経済学では頻繁に「効用」という用語が出てくるがこれは顧客満足度の度合いのことである。この効用をディズニーリゾートにおいて考えることにする。


パークにおいて効用に影響するのは混雑度である。混雑度だけの視点で考えれば、効用が最大となるのは自分以外は誰もインパークしていない。すなわち貸し切り状態の時であるが現実的に考えればありえないだろう。だが効用が最小となる時は存在する。それはパークが入園制限を行っている時である。

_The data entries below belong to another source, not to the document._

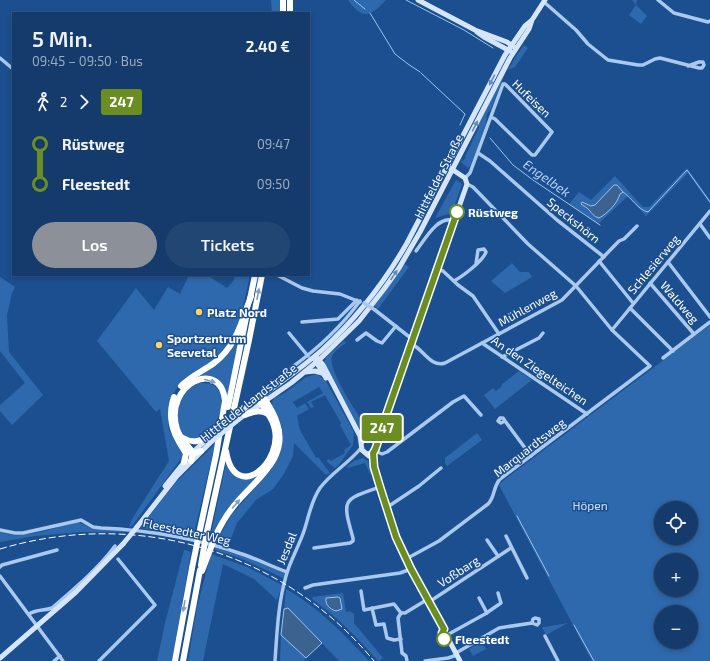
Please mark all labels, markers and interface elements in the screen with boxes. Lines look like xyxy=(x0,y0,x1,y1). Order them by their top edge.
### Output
text: 5 Min. xyxy=(32,25,93,51)
text: 2.40 € xyxy=(246,37,290,55)
text: 09:45 – 09:50 · Bus xyxy=(32,53,143,69)
one-way arrow xyxy=(489,74,495,85)
street label: Hufeisen xyxy=(510,76,554,120)
icon: walk xyxy=(32,91,54,113)
icon: forward xyxy=(73,91,95,113)
text: 247 xyxy=(109,93,134,110)
text: 2 xyxy=(60,94,67,110)
one-way arrow xyxy=(472,120,478,132)
street label: Hittfelder Straße xyxy=(411,132,465,220)
text: Rüstweg xyxy=(62,135,125,153)
text: 09:47 xyxy=(257,136,290,152)
water label: Engelbek xyxy=(520,156,574,200)
text: Fleestedt xyxy=(62,175,130,193)
text: 09:50 xyxy=(257,176,290,192)
street label: Speckshörn xyxy=(545,194,603,246)
marker: Rüstweg xyxy=(449,204,465,220)
place label: Rüstweg xyxy=(468,205,518,219)
button: Los xyxy=(32,222,157,268)
button: Tickets xyxy=(165,222,290,268)
street label: Schlesierweg xyxy=(624,231,682,296)
one-way arrow xyxy=(390,269,398,280)
street label: Waldweg xyxy=(658,278,702,326)
street label: Mühlenweg xyxy=(495,285,559,329)
one-way arrow xyxy=(255,288,261,300)
place label: Platz Nord xyxy=(207,305,267,319)
marker: Platz Nord xyxy=(194,307,204,317)
place label: Sportzentrum Seevetal xyxy=(167,331,246,359)
street label: An den Ziegelteichen xyxy=(489,333,591,407)
marker: Sportzentrum Seevetal xyxy=(154,340,164,350)
street label: Hittfelder Landstraße xyxy=(197,360,299,444)
one-way arrow xyxy=(205,378,217,384)
street label: Marquardtsweg xyxy=(490,414,568,479)
line badge: 247 xyxy=(359,415,405,441)
text: 247 xyxy=(370,419,394,436)
park label: Höpen xyxy=(572,498,608,512)
one-way arrow xyxy=(231,499,240,509)
map controls xyxy=(654,501,698,649)
button: locate xyxy=(654,501,698,545)
street label: Fleestedter Weg xyxy=(142,515,232,547)
street label: Jesdal xyxy=(273,529,299,566)
street label: Voßbarg xyxy=(435,552,482,590)
button: + xyxy=(654,553,698,597)
one-way arrow xyxy=(181,600,187,612)
button: − xyxy=(654,605,698,649)
marker: Fleestedt xyxy=(436,631,452,647)
place label: Fleestedt xyxy=(455,632,509,646)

ここでOLC(オリエンタルランド)が直面する問題は最適な効用と収益の組み合わせの決定である。なぜなら効用が高くなればなるほど収益は低くなり、効用が低くなればなるほど収益が高くなるからである。つまり効用と収益が反比例の関係にある。これを少しでも改善・補正する為に考案されたシステムがFP(ファストパスシステム)やアーリーエントリーである。効用の考え方はディズニーリゾートでも応用できるのである。


ディズニーを愛し、年間パスポートを所持しているリピーターいわゆる常連は数千人以上いるが彼らの大半はショーやパレードを目的にインパークする。当然そういった常連はアトラクションに乗った数よりもショーやパレードの内容の方が大きく効用に影響するだろう。

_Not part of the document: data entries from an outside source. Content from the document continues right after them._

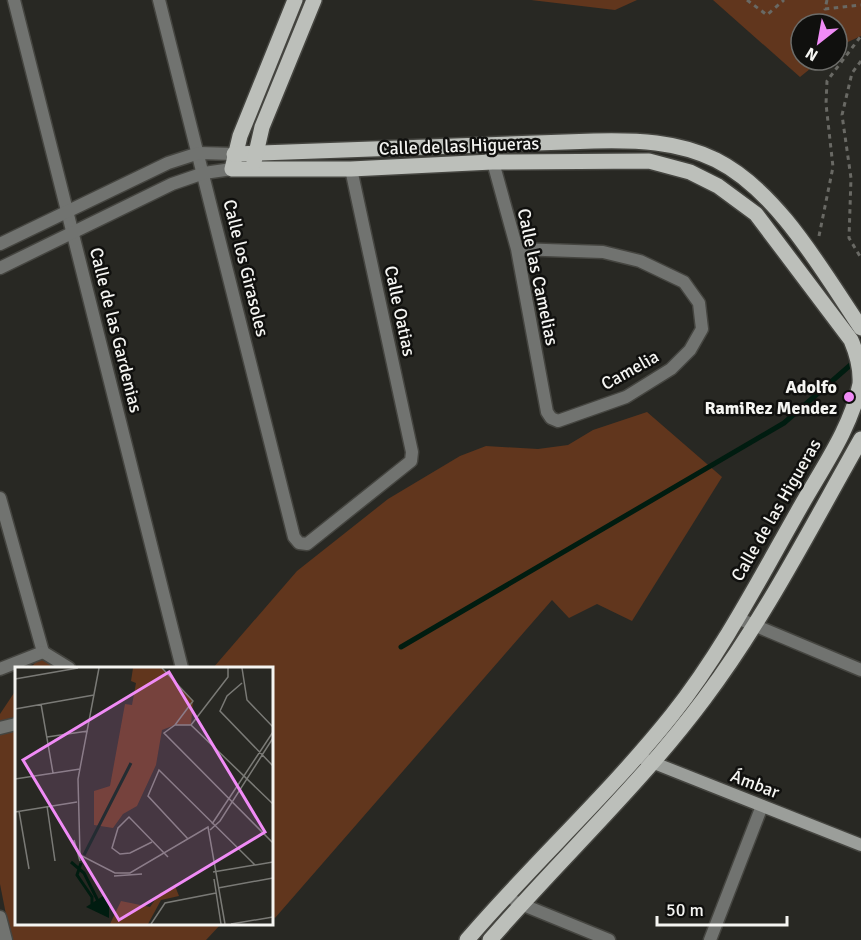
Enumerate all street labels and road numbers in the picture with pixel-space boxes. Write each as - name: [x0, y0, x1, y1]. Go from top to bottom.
- street label: Calle de las Higueras: [378, 132, 540, 160]
- street label: Calle los Girasoles: [218, 197, 274, 339]
- street label: Calle las Camelias: [513, 206, 563, 348]
- street label: Calle de las Gardenias: [85, 245, 147, 415]
- street label: Calle Oatias: [380, 264, 420, 358]
- street label: Camelia: [597, 345, 663, 395]
- street label: Calle de las Higueras: [726, 435, 826, 585]
- street label: Ámbar: [727, 765, 783, 803]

また、ダンサーを見ることを目的にインパークする常連も数多く存在する。舞浜界ではどうやら彼らは「ダンオタ」と呼ばれているらしい。彼らはキャノンやニコン等の一眼レフを持ちながらダンサーを追っかけているのですぐに分かる。彼らダンオタの効用は二極化すると考えられる。目的のダンサーがいた場合といなかった場合の2通りで効用が位置づけられるからだ。ダンサーの出勤日数は人により異なるが基本的には週5日勤務の形態であるので高い効用が得られる期待の方が大きいといえる。


また、効用を大きく変動させる期間というものがディズニーリゾートには存在する。それはOLCの投資によるイベントショーや新アトラクションの導入である。これは、経済変動の有名な波として挙げられるキチンの波、ジュグラ―の波、クズネッツの波、コンドラチェフの波の4つの波のうち、ジュグラ―の波を用いて説明することができる。

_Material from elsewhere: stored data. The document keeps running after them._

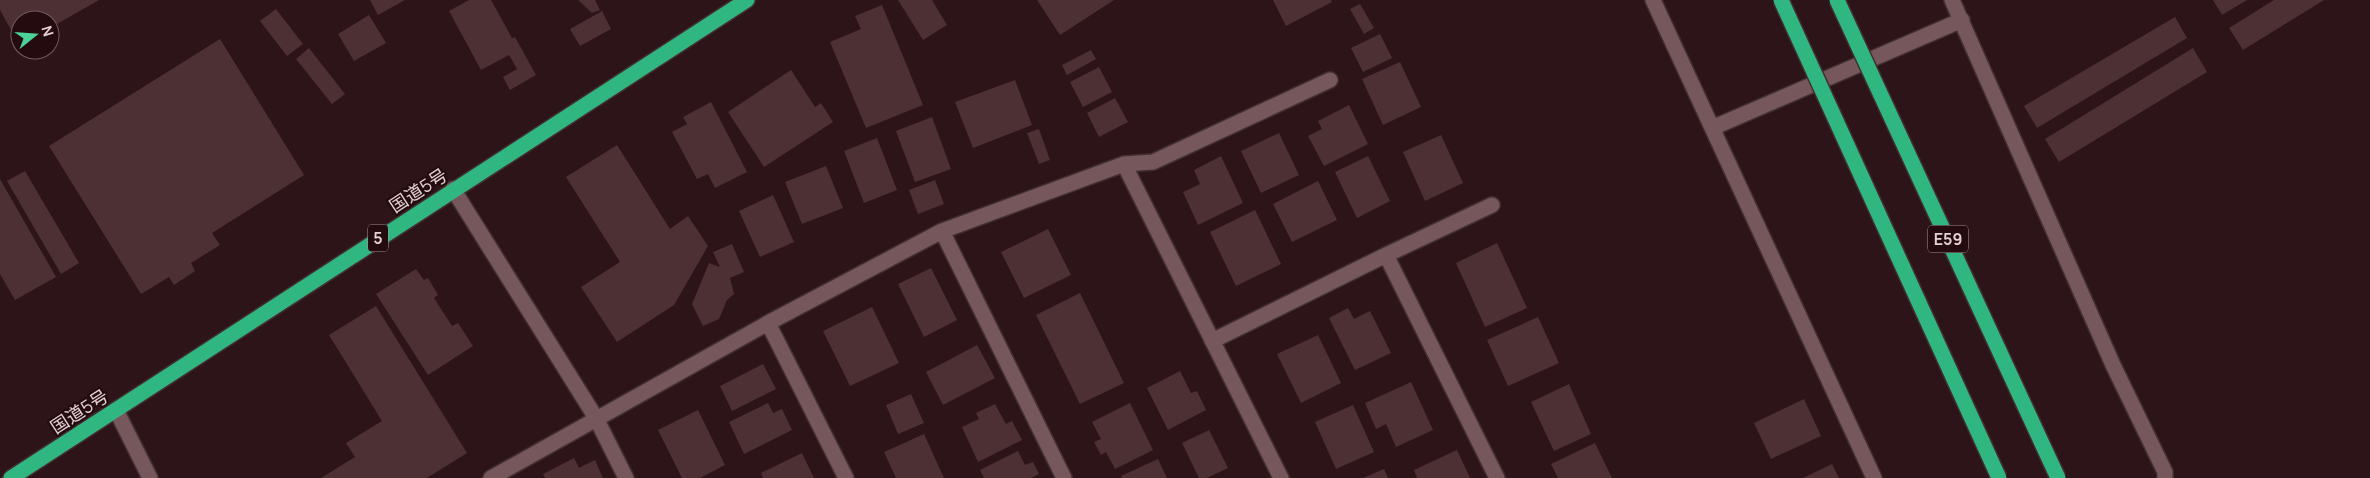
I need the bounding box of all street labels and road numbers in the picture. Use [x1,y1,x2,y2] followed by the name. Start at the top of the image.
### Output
[384,162,452,218] street label: 国道5号
[368,224,388,252] road number: 5
[1928,225,1968,252] road number: E59
[45,383,113,439] street label: 国道5号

ジュグラ―の波とは、周期が約10年で設備投資を要因とする波である。ディズニーリゾートは10周年、20周年と大きな節目の年に盛大なショーやパレードを行ってきたことを考えれば簡単である。大規模な投資を行ってリピーター層を確実に確保し、安定的な収益確保の構造を作り上げれば次の大きな投資が10年後にまた行うことができるということである。効用は収益を生み、収益は投資を生み出しゲストの効用を高めるという良い循環が生まれるのである。

最近ではディズニーシーに新しいアトラクション「トイストーリーマニア」ができた。このアトラクションのオープンによって、パークの混雑による効用低下を抑制することができるかがOLCの今後の課題となるだろう。